_WORK REQUIRED_.
Copy each line of the material below that includes the string "strokeStyle".

_MATERIAL SHOWN_.
____

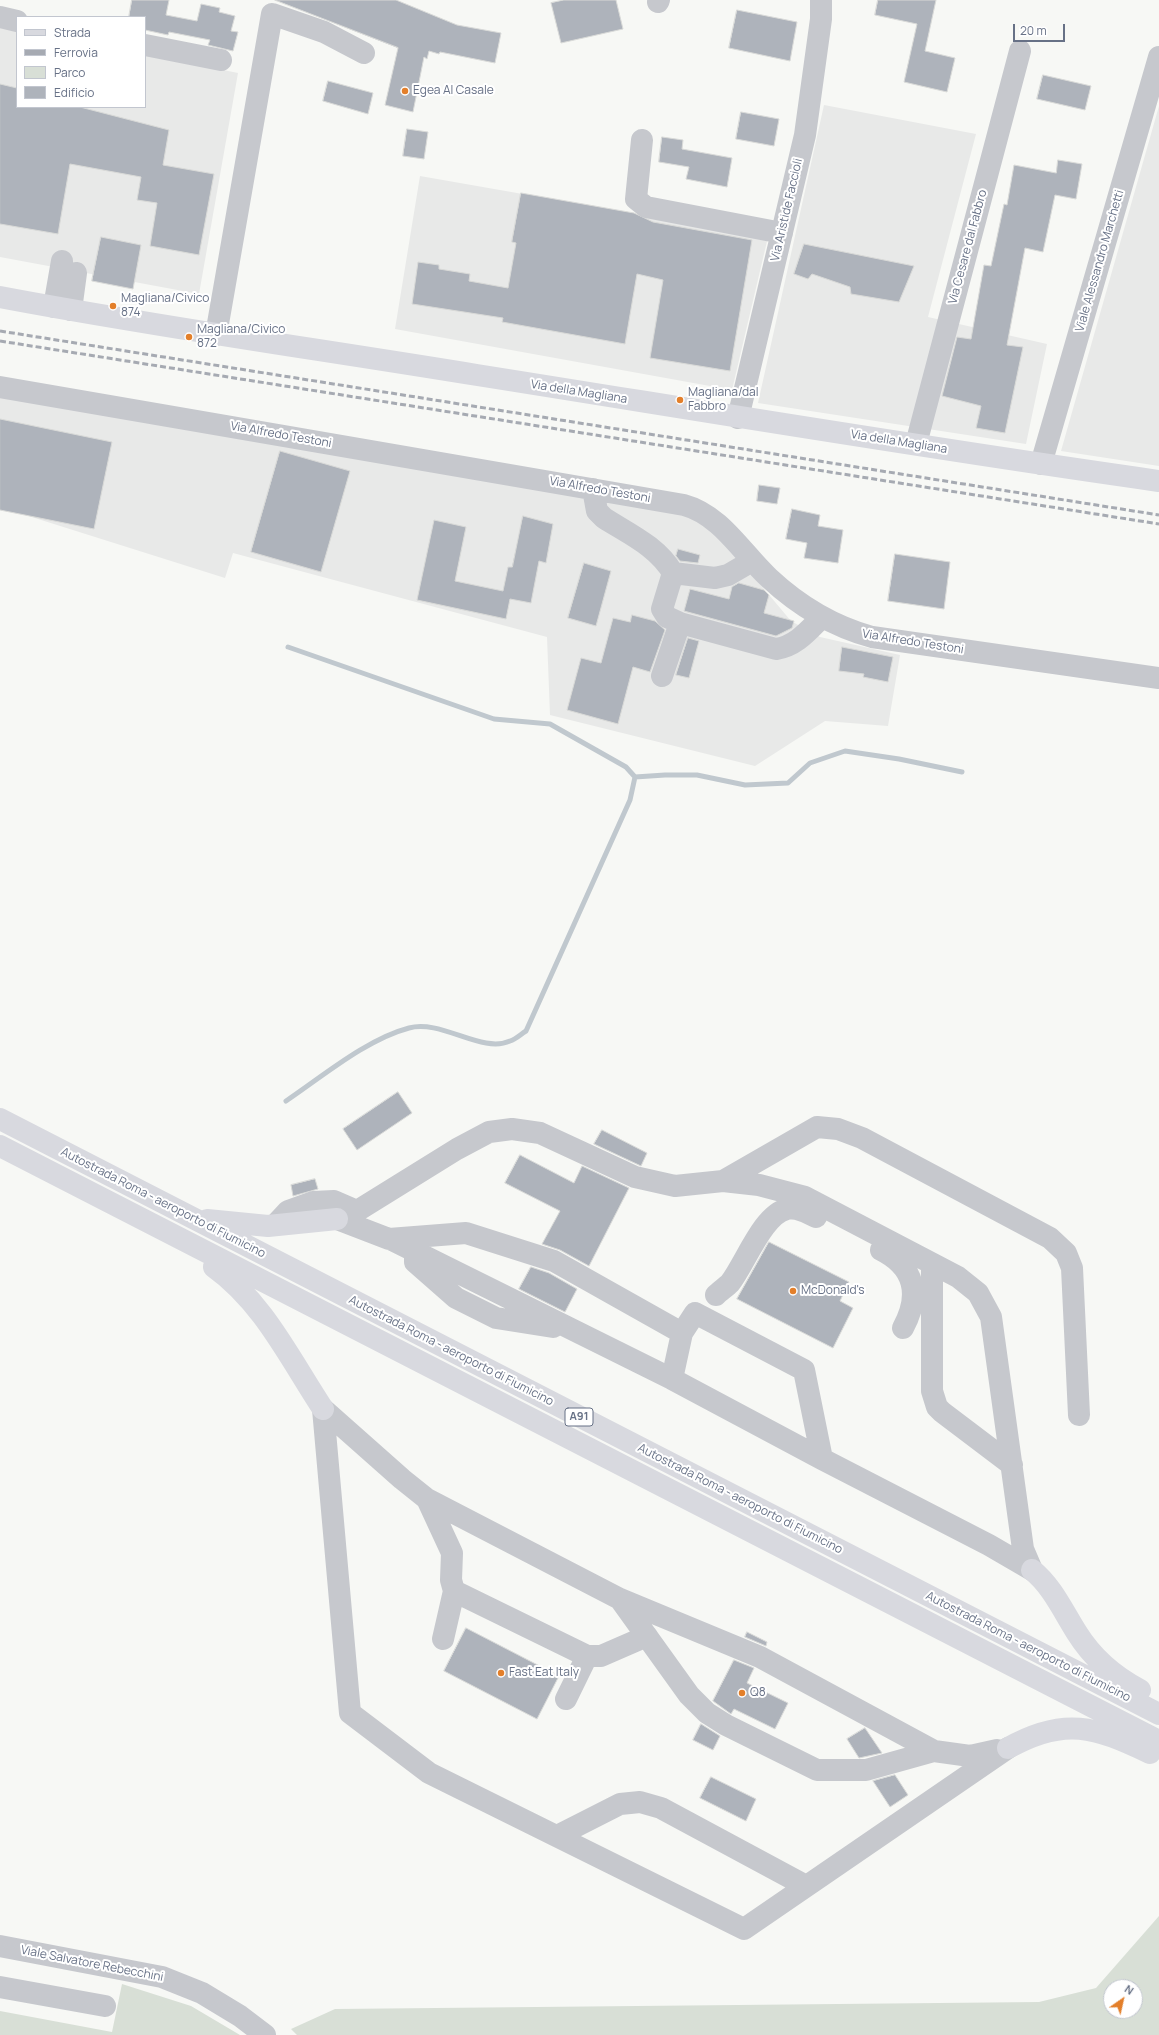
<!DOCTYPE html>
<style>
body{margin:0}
#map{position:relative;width:1159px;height:2035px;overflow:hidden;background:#f7f8f5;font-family:Manrope,sans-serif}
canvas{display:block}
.legend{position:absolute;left:16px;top:16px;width:130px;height:92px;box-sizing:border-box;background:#fff;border:1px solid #c2c6cf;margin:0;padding:5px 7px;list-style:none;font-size:12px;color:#677186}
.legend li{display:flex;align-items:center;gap:8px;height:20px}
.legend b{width:20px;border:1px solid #c2c6cf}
.north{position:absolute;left:1103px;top:1979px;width:40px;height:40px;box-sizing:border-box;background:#fff;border:1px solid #c2c6cf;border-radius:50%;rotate:34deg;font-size:11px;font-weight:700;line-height:16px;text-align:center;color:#677186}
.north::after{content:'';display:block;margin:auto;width:14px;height:18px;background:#e37f2a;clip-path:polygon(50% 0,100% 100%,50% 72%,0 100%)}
.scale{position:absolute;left:1013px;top:24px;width:52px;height:18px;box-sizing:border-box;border:2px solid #677186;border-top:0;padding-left:5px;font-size:12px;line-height:14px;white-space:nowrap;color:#677186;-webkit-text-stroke:3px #fff;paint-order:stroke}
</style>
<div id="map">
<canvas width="1159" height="2035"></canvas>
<ul class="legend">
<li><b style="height:5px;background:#d8d9df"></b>Strada</li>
<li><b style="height:5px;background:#a6aab2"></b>Ferrovia</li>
<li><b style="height:11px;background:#d8dfd6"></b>Parco</li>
<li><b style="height:11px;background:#aeb3bb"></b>Edificio</li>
</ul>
<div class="north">N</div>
<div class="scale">20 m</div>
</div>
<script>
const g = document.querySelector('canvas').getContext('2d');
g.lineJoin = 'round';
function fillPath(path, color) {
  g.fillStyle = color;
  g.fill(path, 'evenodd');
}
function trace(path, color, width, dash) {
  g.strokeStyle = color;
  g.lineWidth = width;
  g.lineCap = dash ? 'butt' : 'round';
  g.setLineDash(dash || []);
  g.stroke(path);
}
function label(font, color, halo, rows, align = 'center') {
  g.font = font + ' Manrope,sans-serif';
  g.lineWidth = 4;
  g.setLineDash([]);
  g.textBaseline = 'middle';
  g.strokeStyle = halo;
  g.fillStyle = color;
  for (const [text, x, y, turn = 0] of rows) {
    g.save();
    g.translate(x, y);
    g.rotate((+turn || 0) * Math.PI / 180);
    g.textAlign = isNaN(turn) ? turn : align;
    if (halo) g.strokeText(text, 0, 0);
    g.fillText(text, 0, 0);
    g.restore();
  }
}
fillPath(new Path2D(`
 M0 24 17 28V107H145V54L238 73 199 294 0 257Z
 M824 105 976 134 928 317 1047 344 1026 444 758 403Z
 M1159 106V466L1061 451Z
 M420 176 768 237 732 390 395 329Z
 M0 393 695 517 733 552 791 621 820 637 900 655 888 726 825 721 755 766 550 715 547 637 233 553 225 578 0 507Z`), '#e8e9e8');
fillPath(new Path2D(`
 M1159 1916V2035H297L291 2029 335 2009 1039 2002 1096 1988ZM1111 1987H1135V2011H1111Z
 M122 1984 191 2006 240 2035H0V2011L112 2032Z`), '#d8dfd6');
trace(new Path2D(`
 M635 777 665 775H697L745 785 788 783 810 763 845 751 899 759 962 772
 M286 1101C323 1076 367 1039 409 1028 441 1019 482 1054 510 1041 516 1039 521 1034 526 1031L630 800 635 777 626 767 550 724 494 719 288 647`), '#c0c8ce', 5);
const building = new Path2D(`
 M132 0H169L166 15 197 21 201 4 220 8 219 12 235 16 231 31 238 32 233 51 208 45 210 40 169 32 168 35 145 30V17H129Z
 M275 0H396L457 25 501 33 495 63 440 52 439 54 429 51 427 59 424 57 413 112 385 105 398 48Z
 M564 0H616L623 29 561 43 551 3Z
 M878 0H936L925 51 955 58 947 92 904 82 917 24 875 15Z
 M737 10 797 22 790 61 729 48Z
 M1043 75 1091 86 1085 110 1037 99Z
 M328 81 373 93 368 114 323 101Z
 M0 84 17 88V107H80L169 130 163 165 214 174 199 255 150 246 157 203 137 200 141 177 70 164 58 234 0 224Z
 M741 112 779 119 774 146 736 139Z
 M407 129 428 132 424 159 403 156Z
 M662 137 683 140 682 149 732 158 727 187 686 179 689 167 659 162Z
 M1058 160 1082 164 1076 199 1055 195 1043 252 1025 248 1007 345 1023 347 1005 433 976 428 981 406 942 396 957 337 971 339 984 265 991 266 1004 204 1007 205 1014 165 1056 173Z
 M521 193 634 213 653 222 752 240 730 371 650 358 663 280 637 274 625 344 502 322 503 318 412 304 418 262 439 265V269L470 274 469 281 508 288 516 243 512 242Z
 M101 237 141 245 133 289 92 281Z
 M804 244 914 266 899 302 851 294 850 287 812 274 808 279 794 274Z
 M0 419 112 442 94 529 0 510Z
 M280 451 350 471 321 572 251 552Z
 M759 485 780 488 777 504 757 501Z
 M792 509 820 515 818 526 843 530 838 563 804 558 807 543 786 539Z
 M523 516 553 524 546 563 539 561 531 603 510 599 506 619 417 600 434 520 466 527 455 581 503 591 508 567H512Z
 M678 549 700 555 698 563 680 561 676 556Z
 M895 554 950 562 944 609 888 601Z
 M584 563 611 571 596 626 568 618Z
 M739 583 764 590 769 595 764 613 794 621 792 628 776 636 684 611 690 589 729 599 732 587Z
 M632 615 655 621 665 630 650 672 633 667 618 724 567 710 581 658 601 663 613 618 630 622Z
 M688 638 699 641 689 678 676 675Z
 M842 647 893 657 888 682 863 677 864 674 839 671Z
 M398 1092 412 1113 357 1150 343 1129Z
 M602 1130 647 1153 641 1166 594 1144Z
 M520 1155 574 1183 582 1166 629 1188 589 1266 560 1250 542 1244 560 1211 505 1183Z
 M315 1179 318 1189 293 1196 291 1185Z
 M769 1242 849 1282 840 1301 853 1308 833 1348 737 1299Z
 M531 1267 549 1273 577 1289 565 1312 519 1289Z
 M466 1628 559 1676 537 1719 444 1671Z
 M747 1632 767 1642 766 1646 745 1637Z
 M734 1660 754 1668 747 1683 788 1703 775 1729 734 1709 731 1714 713 1701Z
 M701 1724 720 1736 713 1750 693 1740Z
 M865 1728 882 1753 859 1758 847 1739Z
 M895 1775 908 1795 890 1807 873 1781Z
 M711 1777 756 1799 746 1821 700 1798Z`);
fillPath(building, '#aeb3bb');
trace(building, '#d9dad8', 1);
trace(new Path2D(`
 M658 2 659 0
 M0 17 17 21
 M145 45 221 60
 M642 140 636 199 646 207 782 233
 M54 307 62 261
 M71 310 76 273
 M216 335 272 14 324 32 364 53
 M0 387 684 505C721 515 742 553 769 578 799 606 832 626 872 637L1159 678
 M738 418 805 135 821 19V0
 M916 444 1020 51
 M1041 464 1159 57
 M593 489 597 511 604 518C629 534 657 546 673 573L662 609 667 617 680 623 776 649C796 646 808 631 822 617
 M673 573 715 578 728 575 752 561
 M662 676 680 623
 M723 1181 817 1127 838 1129 862 1138 1050 1238 1066 1253 1072 1268 1079 1415
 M337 1219 357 1211 457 1149 489 1132 512 1129 540 1133 635 1177 675 1186 723 1181 759 1185 805 1197 958 1277 978 1293 991 1317 1023 1549 1032 1570
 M337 1219 389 1239 466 1233 554 1261 682 1333
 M275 1225 288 1211 313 1202 334 1201 357 1211
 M390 1239 672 1379
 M881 1250C915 1267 921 1295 903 1328
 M415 1256V1262L456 1298 496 1318 553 1327
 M932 1264V1391L937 1407 942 1412 1012 1465
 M716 1295C720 1291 726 1287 730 1283 745 1264 763 1214 787 1209 798 1206 807 1213 816 1217
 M323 1409 350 1713 429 1773 744 1929 1008 1748
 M323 1409 402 1479 427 1499 620 1599 760 1657 934 1751 970 1756 997 1750
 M822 1459 804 1370 695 1313 682 1333 672 1379 822 1459 989 1545 1032 1570
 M427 1499 452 1553 451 1580 454 1591 587 1656H601L647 1636
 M620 1599 689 1695 707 1713 726 1725 817 1770H866L934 1751
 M443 1639 454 1591
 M566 1699 587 1656
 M557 1836 620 1804 640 1802 661 1808 806 1886
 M0 1946 162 1977 202 1993 240 2016 265 2035
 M0 1987 105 2006`), '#c6c8cd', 22);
trace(new Path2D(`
 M0 297C158 327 318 349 477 375 704 411 931 449 1159 481`), '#d8d9df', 22);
trace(new Path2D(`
 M0 1119 1159 1714
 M0 1146 1159 1741
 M207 1220 268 1226 337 1219
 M214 1267C263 1302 290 1359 323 1409
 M1032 1570C1052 1586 1063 1611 1077 1633 1092 1657 1115 1677 1140 1690
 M1008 1748C1065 1716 1095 1727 1150 1753`), '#d8d9df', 22);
trace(new Path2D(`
 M0 331 1159 515
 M0 341 1159 524`), '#a6aab2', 3, [6, 3]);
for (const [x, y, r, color] of [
 [405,91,4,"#e37f2a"],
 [113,306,4,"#e37f2a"],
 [189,337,4,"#e37f2a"],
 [680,400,4,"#e37f2a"],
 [793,1291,4,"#e37f2a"],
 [501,1673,4,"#e37f2a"],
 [742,1693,4,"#e37f2a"]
]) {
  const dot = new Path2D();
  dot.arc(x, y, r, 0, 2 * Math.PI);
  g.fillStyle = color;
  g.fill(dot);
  trace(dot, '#fff', 1.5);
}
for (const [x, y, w] of [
 [579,1417,28]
]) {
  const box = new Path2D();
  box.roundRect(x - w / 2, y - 9, w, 18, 3);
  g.fillStyle = '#fff';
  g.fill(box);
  trace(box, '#677186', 1);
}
label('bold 11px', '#677186', null, [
 ["A91",579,1417]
]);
label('12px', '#677186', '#fff', [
 ["Egea Al Casale",413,91],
 ["Magliana/Civico",121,299],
 ["874",121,313],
 ["Magliana/Civico",197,330],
 ["872",197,344],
 ["Magliana/dal",688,393],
 ["Fabbro",688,407],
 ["McDonald's",801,1291],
 ["Fast Eat Italy",509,1673],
 ["Q8",750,1693]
], 'left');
label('12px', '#677186', '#fff', [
 ["Via Aristide Faccioli",787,210,-77],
 ["Via Cesare dal Fabbro",968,247,-75],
 ["Viale Alessandro Marchetti",1100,261,-74],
 ["Via della Magliana",579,392,9],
 ["Via Alfredo Testoni",281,435,10],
 ["Via della Magliana",899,442,9],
 ["Via Alfredo Testoni",600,490,10],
 ["Via Alfredo Testoni",913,642,9],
 ["Autostrada Roma - aeroporto di Fiumicino",163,1203,27],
 ["Autostrada Roma - aeroporto di Fiumicino",451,1351,27],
 ["Autostrada Roma - aeroporto di Fiumicino",740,1499,27],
 ["Autostrada Roma - aeroporto di Fiumicino",1028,1647,27],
 ["Viale Salvatore Rebecchini",92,1964,11]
]);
</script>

____

_EXERCISE RESPONSE_.
  g.strokeStyle = color;
  g.strokeStyle = halo;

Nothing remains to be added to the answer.